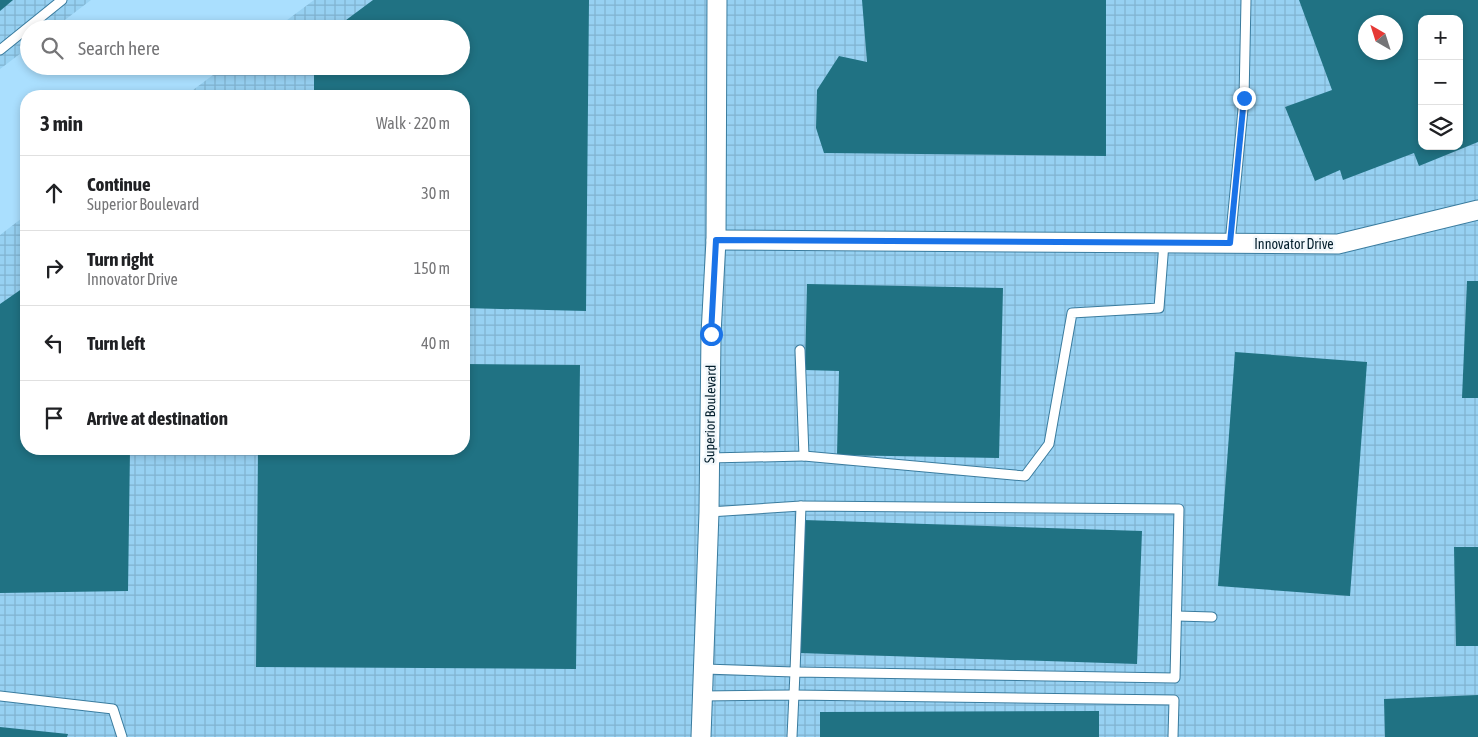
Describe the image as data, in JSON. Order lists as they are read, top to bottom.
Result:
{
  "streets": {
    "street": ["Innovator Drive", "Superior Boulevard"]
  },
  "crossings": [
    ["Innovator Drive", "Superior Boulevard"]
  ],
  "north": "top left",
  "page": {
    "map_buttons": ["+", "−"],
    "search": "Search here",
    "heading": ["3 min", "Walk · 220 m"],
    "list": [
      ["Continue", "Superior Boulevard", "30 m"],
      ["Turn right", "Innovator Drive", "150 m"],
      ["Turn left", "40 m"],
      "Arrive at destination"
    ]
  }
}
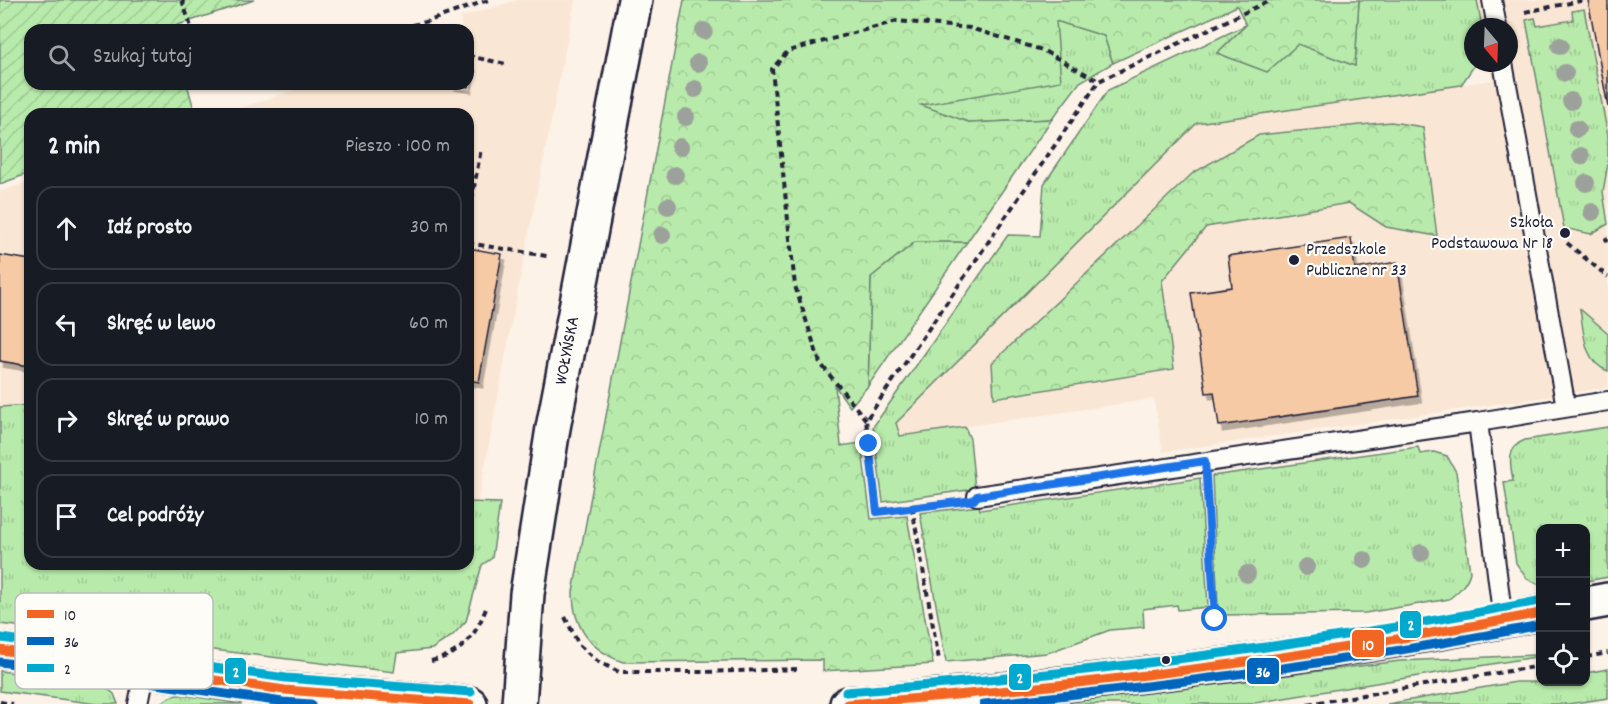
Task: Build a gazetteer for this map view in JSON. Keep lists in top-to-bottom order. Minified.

========

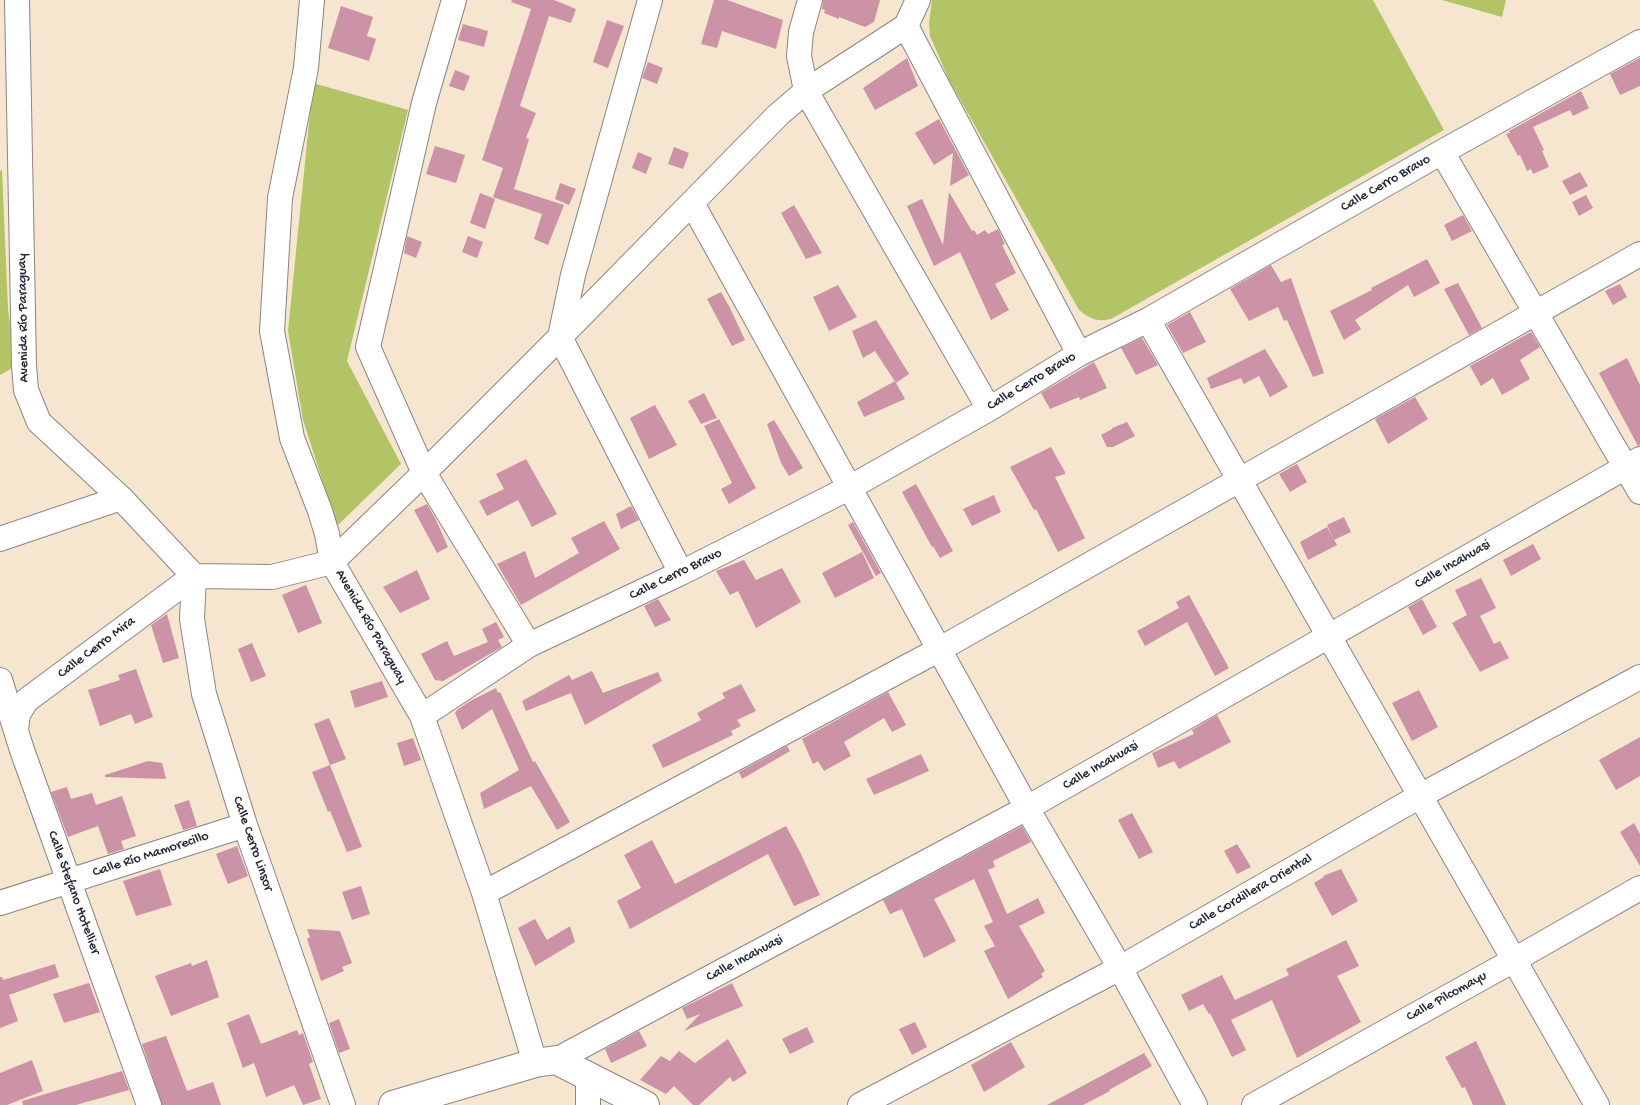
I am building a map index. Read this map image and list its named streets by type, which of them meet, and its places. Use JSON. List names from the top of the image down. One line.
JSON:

========

[What needs to be done] Reply with a number alone, the number of lines of the records that hold the word "image".

[Solution to the exercise] 2